Elizabeth le devolvió la sonrisa. Desde su regreso a Friarsgate, era la primera vez que le sonreía auténticamente. Baen se dio cuenta de que, embargado por el miedo de perderla y de perder a su hijo, le había pedido disculpas y había admitido que ella tenía razón. Estuvo a punto de echarse a reír. ¿Algo tan simple como una disculpa era todo cuanto se necesitaba para solucionar sus desavenencias? ¿Por qué no se le había ocurrido antes? Porque ambos tenían razones válidas y ambos eran igualmente tozudos. Pero ya no tenía importancia. Le había sonreído y pedido su opinión con respecto al nombre del niño.

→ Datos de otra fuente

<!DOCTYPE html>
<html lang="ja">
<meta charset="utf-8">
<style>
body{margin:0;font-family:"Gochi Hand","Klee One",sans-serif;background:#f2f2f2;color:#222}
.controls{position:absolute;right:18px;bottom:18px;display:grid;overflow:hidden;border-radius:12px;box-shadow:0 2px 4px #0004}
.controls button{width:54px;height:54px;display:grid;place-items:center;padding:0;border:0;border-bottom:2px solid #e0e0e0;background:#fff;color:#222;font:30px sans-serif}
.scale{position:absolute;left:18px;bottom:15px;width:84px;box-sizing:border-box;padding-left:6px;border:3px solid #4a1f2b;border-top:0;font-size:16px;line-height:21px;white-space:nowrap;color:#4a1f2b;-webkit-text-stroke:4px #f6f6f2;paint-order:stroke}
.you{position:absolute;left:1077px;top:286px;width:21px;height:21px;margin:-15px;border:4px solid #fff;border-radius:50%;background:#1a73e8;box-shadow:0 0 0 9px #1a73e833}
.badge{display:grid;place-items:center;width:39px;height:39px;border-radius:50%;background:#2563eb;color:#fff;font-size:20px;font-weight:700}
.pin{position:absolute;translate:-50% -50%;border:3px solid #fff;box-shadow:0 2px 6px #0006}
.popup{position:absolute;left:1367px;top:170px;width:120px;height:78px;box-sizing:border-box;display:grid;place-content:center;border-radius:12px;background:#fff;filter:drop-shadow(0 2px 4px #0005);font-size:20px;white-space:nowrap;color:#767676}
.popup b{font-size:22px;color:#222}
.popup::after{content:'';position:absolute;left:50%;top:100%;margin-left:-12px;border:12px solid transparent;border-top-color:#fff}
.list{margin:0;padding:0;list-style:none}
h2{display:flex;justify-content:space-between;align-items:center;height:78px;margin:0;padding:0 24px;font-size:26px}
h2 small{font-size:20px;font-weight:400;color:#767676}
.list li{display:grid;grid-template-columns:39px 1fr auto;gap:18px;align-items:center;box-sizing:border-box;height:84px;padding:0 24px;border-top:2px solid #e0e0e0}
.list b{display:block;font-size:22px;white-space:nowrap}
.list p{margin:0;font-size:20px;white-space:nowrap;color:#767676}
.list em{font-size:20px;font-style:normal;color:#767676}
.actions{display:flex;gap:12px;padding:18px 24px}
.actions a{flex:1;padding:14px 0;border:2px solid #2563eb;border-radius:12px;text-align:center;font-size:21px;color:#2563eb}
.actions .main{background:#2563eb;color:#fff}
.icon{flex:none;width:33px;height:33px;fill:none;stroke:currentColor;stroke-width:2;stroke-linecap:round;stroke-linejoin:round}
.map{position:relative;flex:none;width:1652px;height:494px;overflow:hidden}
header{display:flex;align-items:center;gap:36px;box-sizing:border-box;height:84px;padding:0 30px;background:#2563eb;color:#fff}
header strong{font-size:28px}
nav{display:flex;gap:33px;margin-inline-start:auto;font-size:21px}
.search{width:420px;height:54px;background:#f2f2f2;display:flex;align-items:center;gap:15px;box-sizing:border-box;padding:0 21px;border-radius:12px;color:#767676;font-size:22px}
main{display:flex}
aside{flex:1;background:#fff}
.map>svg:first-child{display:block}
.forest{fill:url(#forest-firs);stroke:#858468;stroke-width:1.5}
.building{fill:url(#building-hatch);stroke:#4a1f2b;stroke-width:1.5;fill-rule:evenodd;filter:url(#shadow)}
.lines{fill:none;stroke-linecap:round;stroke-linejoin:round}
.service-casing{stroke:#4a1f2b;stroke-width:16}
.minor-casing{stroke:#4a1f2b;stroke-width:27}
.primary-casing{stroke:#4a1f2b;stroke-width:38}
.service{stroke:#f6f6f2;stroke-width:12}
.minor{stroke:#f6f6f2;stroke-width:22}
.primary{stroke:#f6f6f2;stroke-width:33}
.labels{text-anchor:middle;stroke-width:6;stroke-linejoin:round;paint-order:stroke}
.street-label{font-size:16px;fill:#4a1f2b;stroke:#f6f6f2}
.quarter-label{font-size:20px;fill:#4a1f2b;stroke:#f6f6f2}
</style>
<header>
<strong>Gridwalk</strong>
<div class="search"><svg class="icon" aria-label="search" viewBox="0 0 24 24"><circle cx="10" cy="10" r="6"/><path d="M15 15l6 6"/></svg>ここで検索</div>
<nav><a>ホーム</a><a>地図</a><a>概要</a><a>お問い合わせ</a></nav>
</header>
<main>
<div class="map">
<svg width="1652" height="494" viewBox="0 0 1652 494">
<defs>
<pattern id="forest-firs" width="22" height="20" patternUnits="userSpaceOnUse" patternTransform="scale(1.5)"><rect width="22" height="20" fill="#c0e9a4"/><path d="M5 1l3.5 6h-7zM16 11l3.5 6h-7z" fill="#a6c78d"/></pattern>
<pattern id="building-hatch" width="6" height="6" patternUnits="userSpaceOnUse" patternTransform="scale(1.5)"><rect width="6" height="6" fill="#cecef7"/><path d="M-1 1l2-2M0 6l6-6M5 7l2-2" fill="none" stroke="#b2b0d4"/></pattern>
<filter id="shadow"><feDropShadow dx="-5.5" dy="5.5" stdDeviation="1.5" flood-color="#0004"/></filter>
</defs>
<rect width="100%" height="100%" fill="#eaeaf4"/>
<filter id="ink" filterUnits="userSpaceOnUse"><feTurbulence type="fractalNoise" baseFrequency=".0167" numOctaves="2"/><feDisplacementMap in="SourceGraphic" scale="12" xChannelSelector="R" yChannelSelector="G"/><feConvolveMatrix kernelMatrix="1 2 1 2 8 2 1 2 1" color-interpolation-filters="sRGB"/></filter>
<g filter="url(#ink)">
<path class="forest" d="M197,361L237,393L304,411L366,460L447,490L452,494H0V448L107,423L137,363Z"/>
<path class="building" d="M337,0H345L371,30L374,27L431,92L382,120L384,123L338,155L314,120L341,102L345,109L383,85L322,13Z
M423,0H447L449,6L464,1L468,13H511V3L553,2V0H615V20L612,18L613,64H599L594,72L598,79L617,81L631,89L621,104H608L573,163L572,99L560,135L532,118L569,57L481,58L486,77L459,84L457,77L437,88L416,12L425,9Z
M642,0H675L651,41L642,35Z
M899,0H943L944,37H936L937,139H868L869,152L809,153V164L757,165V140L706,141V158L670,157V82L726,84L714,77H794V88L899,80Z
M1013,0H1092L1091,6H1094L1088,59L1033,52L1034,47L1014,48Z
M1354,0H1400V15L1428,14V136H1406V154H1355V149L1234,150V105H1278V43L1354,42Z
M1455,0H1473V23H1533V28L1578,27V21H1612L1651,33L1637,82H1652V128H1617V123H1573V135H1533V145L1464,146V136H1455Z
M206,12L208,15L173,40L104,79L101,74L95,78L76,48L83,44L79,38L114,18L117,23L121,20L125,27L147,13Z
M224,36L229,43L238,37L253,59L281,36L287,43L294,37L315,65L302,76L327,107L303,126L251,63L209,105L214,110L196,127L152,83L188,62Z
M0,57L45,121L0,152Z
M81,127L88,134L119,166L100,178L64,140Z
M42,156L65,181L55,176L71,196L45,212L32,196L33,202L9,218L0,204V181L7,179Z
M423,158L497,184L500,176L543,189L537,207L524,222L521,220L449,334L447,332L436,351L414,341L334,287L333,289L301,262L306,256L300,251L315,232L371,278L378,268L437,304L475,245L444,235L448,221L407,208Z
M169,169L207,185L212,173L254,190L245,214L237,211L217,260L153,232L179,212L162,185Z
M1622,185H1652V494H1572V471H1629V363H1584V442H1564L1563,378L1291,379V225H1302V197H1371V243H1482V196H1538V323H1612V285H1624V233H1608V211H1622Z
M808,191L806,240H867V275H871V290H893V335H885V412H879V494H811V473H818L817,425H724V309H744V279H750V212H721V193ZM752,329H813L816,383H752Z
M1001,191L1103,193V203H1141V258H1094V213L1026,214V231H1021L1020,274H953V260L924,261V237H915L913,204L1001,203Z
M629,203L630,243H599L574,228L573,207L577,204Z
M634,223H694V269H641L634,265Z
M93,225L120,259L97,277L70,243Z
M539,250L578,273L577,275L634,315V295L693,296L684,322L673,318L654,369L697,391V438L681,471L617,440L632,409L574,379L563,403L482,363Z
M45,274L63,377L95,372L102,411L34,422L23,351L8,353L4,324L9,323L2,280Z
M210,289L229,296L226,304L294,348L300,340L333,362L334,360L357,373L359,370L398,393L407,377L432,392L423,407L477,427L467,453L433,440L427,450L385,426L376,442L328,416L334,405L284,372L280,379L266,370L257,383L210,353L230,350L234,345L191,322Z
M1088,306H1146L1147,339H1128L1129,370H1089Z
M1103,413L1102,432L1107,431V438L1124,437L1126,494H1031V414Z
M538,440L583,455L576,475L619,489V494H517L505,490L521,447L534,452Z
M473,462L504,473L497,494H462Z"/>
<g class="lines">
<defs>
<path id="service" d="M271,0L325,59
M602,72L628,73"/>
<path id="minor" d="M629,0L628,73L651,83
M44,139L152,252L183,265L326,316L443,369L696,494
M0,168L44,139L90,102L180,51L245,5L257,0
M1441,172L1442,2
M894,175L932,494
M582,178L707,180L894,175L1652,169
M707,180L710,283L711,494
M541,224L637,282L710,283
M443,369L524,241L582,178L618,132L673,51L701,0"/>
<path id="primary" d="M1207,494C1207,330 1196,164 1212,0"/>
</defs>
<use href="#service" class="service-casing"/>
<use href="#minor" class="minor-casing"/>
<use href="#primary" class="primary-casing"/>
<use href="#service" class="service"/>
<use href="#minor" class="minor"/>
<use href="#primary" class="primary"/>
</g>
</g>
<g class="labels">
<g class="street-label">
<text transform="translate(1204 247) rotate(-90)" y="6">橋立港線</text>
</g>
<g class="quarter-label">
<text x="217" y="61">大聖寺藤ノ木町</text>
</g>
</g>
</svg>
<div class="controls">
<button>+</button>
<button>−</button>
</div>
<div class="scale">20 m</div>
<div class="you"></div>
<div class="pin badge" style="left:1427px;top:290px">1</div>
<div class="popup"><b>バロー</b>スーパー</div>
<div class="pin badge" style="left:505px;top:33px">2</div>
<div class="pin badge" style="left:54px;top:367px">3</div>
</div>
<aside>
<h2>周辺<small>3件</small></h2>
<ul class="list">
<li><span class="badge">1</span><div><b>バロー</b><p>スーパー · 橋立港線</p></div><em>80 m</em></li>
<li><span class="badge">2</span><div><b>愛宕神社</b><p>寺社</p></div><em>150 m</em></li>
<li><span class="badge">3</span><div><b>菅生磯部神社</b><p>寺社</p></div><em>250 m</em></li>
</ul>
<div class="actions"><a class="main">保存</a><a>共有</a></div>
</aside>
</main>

Entonces pusieron en sus manos la bacinilla con la placenta.

– La enterraré de inmediato y luego anunciaré el nacimiento de nuestro hijo… con tu permiso, desde luego.

Elizabeth asintió con la cabeza y tendió los brazos para recibir el envoltorio que le alcanzaba Maybel.

– Oh, es un lindo muchachito, el más lindo de todos los recién nacidos que vi en mi vida. Y es el vivo retrato de su padre, no cabe duda -gorjeó la anciana.

Elizabeth contempló, arrobada, a su hijo. Luego levantó la vista y miró a Maybel y a su madre.

– Gracias por estar conmigo -murmuró suavemente, antes de concentrar su atención en el niño. Tenía el cabello oscuro y los ojos azules, aunque, según su madre, el color de los ojos podía variar, pasado un tiempo.

– Algo ha cambiado, mamá -dijo Elizabeth, rompiendo el silencio en el que se habían sumergido.

– Lo sé.

– ¡Se disculpó, mamá! ¿O fuiste tú quien le pidió que lo hiciera?

– No, hijita, jamás se me hubiera ocurrido.

– ¡Me ama!

– Y mucho. Pero eso ya lo sabías. ¿Han hecho finalmente las paces? Elizabeth asintió. Estaba exhausta y no veía la hora de meterse en la cama.

– El parto fue difícil.

– No el más difícil que haya visto, pero bastante largo. Necesitas descansar, preciosa. Cuando Baen regrese te llevará al dormitorio -repuso Rosamund, al tiempo que alzaba al bebé.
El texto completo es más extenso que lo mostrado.